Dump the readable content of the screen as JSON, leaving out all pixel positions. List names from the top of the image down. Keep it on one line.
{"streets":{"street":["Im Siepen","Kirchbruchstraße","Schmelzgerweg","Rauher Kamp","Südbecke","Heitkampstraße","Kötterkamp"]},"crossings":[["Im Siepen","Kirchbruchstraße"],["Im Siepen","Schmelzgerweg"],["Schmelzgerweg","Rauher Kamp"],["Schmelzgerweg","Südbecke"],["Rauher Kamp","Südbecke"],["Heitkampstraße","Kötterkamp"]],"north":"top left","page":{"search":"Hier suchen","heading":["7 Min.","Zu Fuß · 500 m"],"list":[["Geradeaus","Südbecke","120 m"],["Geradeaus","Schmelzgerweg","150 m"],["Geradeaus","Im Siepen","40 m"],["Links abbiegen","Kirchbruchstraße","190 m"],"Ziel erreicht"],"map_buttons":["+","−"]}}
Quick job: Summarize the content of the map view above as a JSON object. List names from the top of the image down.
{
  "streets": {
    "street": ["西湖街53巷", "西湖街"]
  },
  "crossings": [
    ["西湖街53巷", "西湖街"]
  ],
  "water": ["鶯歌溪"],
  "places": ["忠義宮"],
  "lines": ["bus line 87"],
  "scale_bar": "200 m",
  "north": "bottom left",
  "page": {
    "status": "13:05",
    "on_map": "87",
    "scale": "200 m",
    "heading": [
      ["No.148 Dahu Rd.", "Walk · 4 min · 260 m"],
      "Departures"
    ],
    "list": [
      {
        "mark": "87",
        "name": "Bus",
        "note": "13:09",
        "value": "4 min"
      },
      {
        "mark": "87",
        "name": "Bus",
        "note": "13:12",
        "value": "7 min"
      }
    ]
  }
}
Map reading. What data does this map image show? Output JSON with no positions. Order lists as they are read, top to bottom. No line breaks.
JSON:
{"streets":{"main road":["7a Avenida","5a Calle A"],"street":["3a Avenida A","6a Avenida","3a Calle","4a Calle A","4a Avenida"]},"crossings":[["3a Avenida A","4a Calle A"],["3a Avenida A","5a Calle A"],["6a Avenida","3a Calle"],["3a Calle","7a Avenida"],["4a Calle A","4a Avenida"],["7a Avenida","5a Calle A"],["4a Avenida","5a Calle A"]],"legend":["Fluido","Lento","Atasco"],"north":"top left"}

### Work to be completed
Everything in the data above should be output exactly as it stands.

### Answer space
Dump the readable content of the screen as JSON, leaving out all pixel positions. List names from the top of the image down. Keep it on one line.
{"streets":{"street":["Im Siepen","Kirchbruchstraße","Schmelzgerweg","Rauher Kamp","Südbecke","Heitkampstraße","Kötterkamp"]},"crossings":[["Im Siepen","Kirchbruchstraße"],["Im Siepen","Schmelzgerweg"],["Schmelzgerweg","Rauher Kamp"],["Schmelzgerweg","Südbecke"],["Rauher Kamp","Südbecke"],["Heitkampstraße","Kötterkamp"]],"north":"top left","page":{"search":"Hier suchen","heading":["7 Min.","Zu Fuß · 500 m"],"list":[["Geradeaus","Südbecke","120 m"],["Geradeaus","Schmelzgerweg","150 m"],["Geradeaus","Im Siepen","40 m"],["Links abbiegen","Kirchbruchstraße","190 m"],"Ziel erreicht"],"map_buttons":["+","−"]}}
Quick job: Summarize the content of the map view above as a JSON object. List names from the top of the image down.
{
  "streets": {
    "street": ["西湖街53巷", "西湖街"]
  },
  "crossings": [
    ["西湖街53巷", "西湖街"]
  ],
  "water": ["鶯歌溪"],
  "places": ["忠義宮"],
  "lines": ["bus line 87"],
  "scale_bar": "200 m",
  "north": "bottom left",
  "page": {
    "status": "13:05",
    "on_map": "87",
    "scale": "200 m",
    "heading": [
      ["No.148 Dahu Rd.", "Walk · 4 min · 260 m"],
      "Departures"
    ],
    "list": [
      {
        "mark": "87",
        "name": "Bus",
        "note": "13:09",
        "value": "4 min"
      },
      {
        "mark": "87",
        "name": "Bus",
        "note": "13:12",
        "value": "7 min"
      }
    ]
  }
}
Map reading. What data does this map image show? Output JSON with no positions. Order lists as they are read, top to bottom. No line breaks.
JSON:
{"streets":{"main road":["7a Avenida","5a Calle A"],"street":["3a Avenida A","6a Avenida","3a Calle","4a Calle A","4a Avenida"]},"crossings":[["3a Avenida A","4a Calle A"],["3a Avenida A","5a Calle A"],["6a Avenida","3a Calle"],["3a Calle","7a Avenida"],["4a Calle A","4a Avenida"],["7a Avenida","5a Calle A"],["4a Avenida","5a Calle A"]],"legend":["Fluido","Lento","Atasco"],"north":"top left"}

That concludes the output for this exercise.